In a separate terminal (ie not from the session where you have the Docker container open), run the command nvtop
. You should see the DeepSpeech.py
process consuming all available GPUs.
If you do not see the GPU(s) being heavily utilised, you may be training only on your CPUs and you should double check your environment.
Failed to get convolution algorithm. This is probably because cuDNN failed to initialize, so try looking to see if a warning log message was printed above.
error when training
You can safely skip this section if you have not encountered this error
There have been several reports of an error similar to the below when training is initiated. Anecdotal evidence suggests that the error is more likely to be encountered if you are training using an RTX-model GPU.

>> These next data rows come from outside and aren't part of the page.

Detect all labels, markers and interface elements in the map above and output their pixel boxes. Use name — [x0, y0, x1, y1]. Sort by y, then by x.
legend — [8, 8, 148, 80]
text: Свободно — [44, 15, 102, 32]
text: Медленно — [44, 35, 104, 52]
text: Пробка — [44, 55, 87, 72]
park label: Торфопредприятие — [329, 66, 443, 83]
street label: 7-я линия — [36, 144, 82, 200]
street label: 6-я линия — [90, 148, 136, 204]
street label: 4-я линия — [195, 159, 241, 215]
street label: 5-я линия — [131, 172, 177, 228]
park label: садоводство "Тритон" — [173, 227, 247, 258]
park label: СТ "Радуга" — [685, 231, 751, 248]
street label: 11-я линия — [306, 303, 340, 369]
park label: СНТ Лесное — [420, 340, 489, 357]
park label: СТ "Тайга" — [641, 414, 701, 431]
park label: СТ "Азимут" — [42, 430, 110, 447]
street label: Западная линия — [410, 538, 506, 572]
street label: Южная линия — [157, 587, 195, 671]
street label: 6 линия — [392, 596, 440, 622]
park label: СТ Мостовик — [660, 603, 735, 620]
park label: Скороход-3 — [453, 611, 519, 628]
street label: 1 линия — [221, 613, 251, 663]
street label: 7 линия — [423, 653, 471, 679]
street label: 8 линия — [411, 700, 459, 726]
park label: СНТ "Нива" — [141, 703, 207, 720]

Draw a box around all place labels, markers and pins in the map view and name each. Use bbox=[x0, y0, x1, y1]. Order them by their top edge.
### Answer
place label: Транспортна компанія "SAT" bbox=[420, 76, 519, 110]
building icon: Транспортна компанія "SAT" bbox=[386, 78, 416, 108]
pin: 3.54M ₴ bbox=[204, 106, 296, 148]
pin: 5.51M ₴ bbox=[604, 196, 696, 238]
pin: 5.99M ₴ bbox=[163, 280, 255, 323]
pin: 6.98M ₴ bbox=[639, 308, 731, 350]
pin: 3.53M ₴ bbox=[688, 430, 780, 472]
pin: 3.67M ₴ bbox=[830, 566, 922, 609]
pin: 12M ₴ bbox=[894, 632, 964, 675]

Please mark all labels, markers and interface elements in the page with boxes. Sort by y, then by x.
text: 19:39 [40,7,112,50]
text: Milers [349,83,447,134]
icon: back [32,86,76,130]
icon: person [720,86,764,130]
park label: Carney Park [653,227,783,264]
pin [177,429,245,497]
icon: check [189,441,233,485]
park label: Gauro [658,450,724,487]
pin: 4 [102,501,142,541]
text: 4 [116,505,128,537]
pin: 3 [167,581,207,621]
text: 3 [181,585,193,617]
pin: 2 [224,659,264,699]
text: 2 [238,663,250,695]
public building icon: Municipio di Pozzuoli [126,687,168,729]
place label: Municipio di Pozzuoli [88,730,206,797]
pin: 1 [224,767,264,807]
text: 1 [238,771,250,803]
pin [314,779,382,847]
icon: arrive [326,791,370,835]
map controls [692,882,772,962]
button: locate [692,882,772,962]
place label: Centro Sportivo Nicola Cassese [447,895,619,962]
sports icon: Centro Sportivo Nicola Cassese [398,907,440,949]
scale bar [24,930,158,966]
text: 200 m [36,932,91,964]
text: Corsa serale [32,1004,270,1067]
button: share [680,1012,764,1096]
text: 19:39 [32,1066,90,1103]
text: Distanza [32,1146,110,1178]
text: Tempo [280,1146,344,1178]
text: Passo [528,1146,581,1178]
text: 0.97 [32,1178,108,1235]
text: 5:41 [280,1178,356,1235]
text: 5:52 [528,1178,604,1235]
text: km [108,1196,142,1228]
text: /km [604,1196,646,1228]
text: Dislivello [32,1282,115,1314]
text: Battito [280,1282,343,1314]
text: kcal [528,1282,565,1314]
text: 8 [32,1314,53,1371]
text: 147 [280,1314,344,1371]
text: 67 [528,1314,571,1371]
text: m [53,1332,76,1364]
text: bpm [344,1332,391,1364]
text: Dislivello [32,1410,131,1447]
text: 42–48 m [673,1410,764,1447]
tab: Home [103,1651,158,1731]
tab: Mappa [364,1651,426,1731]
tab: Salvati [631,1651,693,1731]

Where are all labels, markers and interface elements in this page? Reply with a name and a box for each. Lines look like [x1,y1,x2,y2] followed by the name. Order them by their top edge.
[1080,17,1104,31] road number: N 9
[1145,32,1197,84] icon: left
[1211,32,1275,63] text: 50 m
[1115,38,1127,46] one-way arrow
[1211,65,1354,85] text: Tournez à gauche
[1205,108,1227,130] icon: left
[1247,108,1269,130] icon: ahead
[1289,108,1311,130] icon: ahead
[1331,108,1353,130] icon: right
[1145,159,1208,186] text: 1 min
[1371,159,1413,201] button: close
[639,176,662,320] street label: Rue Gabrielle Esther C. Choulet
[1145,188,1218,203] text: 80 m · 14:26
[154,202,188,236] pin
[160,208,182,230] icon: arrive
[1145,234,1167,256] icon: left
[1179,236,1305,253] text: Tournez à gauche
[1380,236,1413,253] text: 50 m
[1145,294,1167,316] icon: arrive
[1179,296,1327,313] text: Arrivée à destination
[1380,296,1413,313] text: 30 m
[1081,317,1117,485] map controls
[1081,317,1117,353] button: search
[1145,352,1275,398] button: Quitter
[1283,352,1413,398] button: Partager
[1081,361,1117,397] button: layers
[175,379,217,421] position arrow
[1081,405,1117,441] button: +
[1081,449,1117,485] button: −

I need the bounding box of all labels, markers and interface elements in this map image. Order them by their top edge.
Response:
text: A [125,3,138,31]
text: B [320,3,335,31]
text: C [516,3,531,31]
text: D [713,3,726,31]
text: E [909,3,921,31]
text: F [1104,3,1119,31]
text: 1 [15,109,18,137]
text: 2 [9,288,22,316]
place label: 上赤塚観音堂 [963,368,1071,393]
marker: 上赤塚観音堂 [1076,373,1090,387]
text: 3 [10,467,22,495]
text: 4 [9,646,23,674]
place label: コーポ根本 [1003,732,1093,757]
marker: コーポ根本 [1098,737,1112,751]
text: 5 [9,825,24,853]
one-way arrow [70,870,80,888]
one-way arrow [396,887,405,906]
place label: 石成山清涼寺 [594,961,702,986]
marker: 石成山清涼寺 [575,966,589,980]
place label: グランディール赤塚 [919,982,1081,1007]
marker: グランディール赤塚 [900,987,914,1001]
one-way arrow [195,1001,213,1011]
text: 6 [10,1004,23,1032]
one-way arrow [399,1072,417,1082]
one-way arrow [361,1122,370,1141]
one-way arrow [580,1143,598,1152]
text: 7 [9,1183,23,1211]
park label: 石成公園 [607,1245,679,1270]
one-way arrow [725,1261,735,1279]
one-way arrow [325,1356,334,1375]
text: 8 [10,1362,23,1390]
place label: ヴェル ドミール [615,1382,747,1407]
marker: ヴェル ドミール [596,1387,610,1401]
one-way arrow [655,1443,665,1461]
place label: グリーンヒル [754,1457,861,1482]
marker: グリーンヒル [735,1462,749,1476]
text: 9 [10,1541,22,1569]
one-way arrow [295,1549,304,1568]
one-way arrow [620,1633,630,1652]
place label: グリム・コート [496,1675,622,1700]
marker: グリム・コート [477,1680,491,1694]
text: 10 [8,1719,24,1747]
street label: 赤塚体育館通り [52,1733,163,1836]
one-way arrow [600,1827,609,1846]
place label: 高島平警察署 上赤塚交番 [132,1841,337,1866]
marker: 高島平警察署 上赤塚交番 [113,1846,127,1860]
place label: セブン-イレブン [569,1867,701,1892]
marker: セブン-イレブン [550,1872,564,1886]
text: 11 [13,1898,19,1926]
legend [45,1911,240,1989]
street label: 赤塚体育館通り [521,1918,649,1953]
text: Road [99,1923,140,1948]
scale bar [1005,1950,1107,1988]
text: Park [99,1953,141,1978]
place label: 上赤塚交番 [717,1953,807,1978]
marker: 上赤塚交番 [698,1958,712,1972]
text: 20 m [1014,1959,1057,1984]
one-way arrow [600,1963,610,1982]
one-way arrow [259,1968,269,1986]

The error will look like this:
Epoch 0 | Training | Elapsed Time: 0:00:00 | Steps: 0 | Loss: 0.000000Traceback (most recent call last):
File "/usr/local/lib/python3.6/dist-packages/tensorflow_core/python/client/session.py", line 1365, in _do_call
return fn(*args)
File "/usr/local/lib/python3.6/dist-packages/tensorflow_core/python/client/session.py", line 1350, in _run_fn
target_list, run_metadata)
File "/usr/local/lib/python3.6/dist-packages/tensorflow_core/python/client/session.py", line 1443, in _call_tf_sessionrun
run_metadata)
tensorflow.python.framework.errors_impl.UnknownError: 2 root error(s) found.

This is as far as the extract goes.